Prove that, for all values of $k$, the roots of the quadratic polynomial $x^2 - (2 + k) x - 3$ are real. Show further that the roots are of opposite signs.
For the first part I was able to demonstrate such by using the discriminant of the quadratic, then using the discriminant of the discriminant.

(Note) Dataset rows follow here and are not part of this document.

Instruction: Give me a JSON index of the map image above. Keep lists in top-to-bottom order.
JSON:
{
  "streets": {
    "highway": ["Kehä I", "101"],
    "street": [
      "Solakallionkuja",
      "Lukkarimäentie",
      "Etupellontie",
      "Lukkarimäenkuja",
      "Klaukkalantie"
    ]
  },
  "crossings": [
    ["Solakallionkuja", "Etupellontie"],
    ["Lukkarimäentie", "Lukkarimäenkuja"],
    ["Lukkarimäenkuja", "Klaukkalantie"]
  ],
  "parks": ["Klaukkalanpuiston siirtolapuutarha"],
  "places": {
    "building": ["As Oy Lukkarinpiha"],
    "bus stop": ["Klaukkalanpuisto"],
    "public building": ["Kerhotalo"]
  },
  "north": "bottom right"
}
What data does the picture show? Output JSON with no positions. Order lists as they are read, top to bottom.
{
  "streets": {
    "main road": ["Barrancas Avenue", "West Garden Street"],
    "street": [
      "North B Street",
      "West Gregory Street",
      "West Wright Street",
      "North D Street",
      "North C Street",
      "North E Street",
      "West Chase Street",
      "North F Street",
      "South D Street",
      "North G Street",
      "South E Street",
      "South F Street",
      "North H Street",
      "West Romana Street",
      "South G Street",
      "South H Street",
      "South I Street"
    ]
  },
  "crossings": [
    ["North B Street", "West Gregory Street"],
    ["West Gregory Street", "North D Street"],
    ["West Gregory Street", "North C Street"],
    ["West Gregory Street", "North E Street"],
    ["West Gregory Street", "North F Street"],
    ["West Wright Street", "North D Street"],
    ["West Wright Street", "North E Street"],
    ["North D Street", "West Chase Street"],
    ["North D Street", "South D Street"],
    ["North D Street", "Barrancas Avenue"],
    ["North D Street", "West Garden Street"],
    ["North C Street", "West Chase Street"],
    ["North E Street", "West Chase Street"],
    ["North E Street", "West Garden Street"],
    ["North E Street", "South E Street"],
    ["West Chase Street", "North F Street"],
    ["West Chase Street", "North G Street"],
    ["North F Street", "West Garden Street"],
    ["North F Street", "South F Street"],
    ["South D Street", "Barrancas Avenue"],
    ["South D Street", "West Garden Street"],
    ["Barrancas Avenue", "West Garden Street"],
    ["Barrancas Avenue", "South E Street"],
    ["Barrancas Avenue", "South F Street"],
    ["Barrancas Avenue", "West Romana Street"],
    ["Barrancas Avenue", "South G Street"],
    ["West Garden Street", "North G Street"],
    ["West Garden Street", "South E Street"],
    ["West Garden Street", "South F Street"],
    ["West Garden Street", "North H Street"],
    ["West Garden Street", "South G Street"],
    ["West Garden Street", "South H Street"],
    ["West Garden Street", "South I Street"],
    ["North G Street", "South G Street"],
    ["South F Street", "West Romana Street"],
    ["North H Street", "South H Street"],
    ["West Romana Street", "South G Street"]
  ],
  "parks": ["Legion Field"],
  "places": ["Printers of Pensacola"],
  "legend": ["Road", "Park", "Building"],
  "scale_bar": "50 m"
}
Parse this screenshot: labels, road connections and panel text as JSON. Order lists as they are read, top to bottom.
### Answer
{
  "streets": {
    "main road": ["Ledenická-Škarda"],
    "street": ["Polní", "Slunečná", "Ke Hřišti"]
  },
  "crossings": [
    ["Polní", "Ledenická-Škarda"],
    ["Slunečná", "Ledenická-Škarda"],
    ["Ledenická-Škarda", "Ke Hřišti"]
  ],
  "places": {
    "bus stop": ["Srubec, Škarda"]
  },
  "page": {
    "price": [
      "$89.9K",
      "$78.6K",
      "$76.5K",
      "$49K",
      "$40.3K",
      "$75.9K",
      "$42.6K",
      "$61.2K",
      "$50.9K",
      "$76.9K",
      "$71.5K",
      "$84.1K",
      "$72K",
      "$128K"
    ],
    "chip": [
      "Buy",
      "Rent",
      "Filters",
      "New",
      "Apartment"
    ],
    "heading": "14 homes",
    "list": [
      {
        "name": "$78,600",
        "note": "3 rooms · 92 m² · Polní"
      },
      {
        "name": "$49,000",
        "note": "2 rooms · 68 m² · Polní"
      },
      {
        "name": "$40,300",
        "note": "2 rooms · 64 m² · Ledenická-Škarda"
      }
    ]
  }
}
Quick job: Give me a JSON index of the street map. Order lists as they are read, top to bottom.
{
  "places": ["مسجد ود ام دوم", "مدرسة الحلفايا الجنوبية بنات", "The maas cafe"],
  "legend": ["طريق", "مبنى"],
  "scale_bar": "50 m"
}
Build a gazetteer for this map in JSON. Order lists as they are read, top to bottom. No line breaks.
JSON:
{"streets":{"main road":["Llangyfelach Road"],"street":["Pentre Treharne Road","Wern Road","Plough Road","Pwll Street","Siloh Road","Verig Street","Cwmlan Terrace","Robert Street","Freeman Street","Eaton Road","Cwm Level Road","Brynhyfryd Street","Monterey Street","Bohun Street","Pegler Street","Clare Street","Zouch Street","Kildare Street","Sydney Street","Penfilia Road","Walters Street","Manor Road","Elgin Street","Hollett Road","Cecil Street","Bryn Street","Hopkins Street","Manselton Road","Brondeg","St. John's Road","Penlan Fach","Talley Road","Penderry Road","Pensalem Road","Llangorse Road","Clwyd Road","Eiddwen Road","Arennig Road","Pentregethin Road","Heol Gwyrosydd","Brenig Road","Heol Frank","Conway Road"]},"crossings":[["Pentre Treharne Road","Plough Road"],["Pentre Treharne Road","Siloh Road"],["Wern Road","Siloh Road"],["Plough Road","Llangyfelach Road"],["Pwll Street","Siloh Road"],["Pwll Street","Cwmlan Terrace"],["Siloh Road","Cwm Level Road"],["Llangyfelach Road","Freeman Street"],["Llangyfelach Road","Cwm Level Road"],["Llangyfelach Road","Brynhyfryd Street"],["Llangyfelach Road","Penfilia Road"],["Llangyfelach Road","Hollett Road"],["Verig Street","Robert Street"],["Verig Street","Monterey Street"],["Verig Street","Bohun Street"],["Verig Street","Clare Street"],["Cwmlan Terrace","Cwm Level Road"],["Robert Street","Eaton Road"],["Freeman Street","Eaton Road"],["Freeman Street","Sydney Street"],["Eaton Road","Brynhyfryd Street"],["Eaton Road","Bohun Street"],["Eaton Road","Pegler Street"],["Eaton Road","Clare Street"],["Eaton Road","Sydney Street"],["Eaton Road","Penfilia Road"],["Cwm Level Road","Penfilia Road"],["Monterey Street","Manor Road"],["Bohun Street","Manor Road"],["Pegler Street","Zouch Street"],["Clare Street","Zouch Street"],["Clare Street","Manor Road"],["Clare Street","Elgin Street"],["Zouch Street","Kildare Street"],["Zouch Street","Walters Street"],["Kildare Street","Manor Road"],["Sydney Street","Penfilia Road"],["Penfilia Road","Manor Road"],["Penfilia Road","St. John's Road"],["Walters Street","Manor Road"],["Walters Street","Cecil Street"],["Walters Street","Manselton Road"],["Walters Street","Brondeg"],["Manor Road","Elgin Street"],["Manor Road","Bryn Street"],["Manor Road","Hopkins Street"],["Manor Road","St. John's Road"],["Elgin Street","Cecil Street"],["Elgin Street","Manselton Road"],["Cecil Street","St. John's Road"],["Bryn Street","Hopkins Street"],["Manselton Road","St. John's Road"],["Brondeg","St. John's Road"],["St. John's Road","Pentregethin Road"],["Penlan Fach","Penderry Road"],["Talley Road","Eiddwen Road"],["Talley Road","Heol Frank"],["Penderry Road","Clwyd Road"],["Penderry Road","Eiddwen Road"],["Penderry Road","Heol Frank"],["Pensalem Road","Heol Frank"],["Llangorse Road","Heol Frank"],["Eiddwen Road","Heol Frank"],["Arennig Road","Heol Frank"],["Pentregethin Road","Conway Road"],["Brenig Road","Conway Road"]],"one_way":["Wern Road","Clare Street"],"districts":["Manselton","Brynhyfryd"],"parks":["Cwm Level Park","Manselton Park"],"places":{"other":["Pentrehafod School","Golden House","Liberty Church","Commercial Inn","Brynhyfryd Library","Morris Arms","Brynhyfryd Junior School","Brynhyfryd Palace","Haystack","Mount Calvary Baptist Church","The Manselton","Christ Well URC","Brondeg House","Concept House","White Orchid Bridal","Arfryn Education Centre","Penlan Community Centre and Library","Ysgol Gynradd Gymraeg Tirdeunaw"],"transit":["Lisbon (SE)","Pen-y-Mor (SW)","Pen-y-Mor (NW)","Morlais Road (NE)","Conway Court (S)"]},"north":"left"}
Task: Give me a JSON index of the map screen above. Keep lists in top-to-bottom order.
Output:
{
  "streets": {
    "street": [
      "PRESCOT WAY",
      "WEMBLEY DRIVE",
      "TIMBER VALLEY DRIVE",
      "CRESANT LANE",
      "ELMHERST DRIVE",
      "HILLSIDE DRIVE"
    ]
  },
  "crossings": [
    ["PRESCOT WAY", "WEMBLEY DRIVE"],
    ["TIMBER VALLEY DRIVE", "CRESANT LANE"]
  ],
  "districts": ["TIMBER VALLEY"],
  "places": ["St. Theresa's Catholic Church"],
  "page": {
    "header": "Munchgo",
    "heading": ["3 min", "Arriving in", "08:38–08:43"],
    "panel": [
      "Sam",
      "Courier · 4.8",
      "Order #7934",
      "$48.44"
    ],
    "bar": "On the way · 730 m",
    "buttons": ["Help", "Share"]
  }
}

For the second part I was not able to demonstrate such.
On
Well, the solutions to the equation are
$$x=\frac{2+k}{2}\pm\frac12\sqrt{(-2-k)^2-4\cdot1\cdot-3}$$
or, simplified,
$$x=\frac{2+k}2\pm\frac12\sqrt{(2+k)^2+12}$$
and this is equal to
$$x=\frac{2+k}2\pm\sqrt{\left(\frac{2+k}2\right)^2+3}$$
The important step here is
$$\sqrt{\left(\frac{2+k}2\right)^2+3}>\sqrt{\left(\frac{2+k}2\right)^2}=\left|\frac{2+k}2\right|$$
and so if we choose $+$, then we see the root is positive:
$$\frac{2+k}2+\sqrt{\left(\frac{2+k}2\right)^2+3}>\frac{2+k}2+\left|\frac{2+k}2\right|\geq0$$
When we choose $-$, we get something negative:
$$\frac{2+k}2-\sqrt{\left(\frac{2+k}2\right)^2+3}<\frac{2+k}2-\left|\frac{2+k}2\right|\leq0$$
thus, the roots must be of different signs.
On
In the quadratic $P(x) = x^2 - (2 + k)x - 3 = 0$, the coefficient of $x^2$ is positive. Thus, $P(X)$ and $P(-X)$ is positive for some large enough $X>0$.
But $P(0) = -3$ is negative. So between $-X$ and $0$ there is a $x_1$ where $P(x_1) = 0$ and between $0$ and $X$ there is a $x_2$ where $P(x_2) = 0$: the polynomial has real roots and they are of opposite signs.
A general quadratic with roots $\alpha$ and $\beta$ can be written $$ x^2-(\alpha+\beta)x+\alpha\beta=0 $$ The last, constant term is the product of the roots. In your case that equals $-3$. The roots must therefore have opposite signs.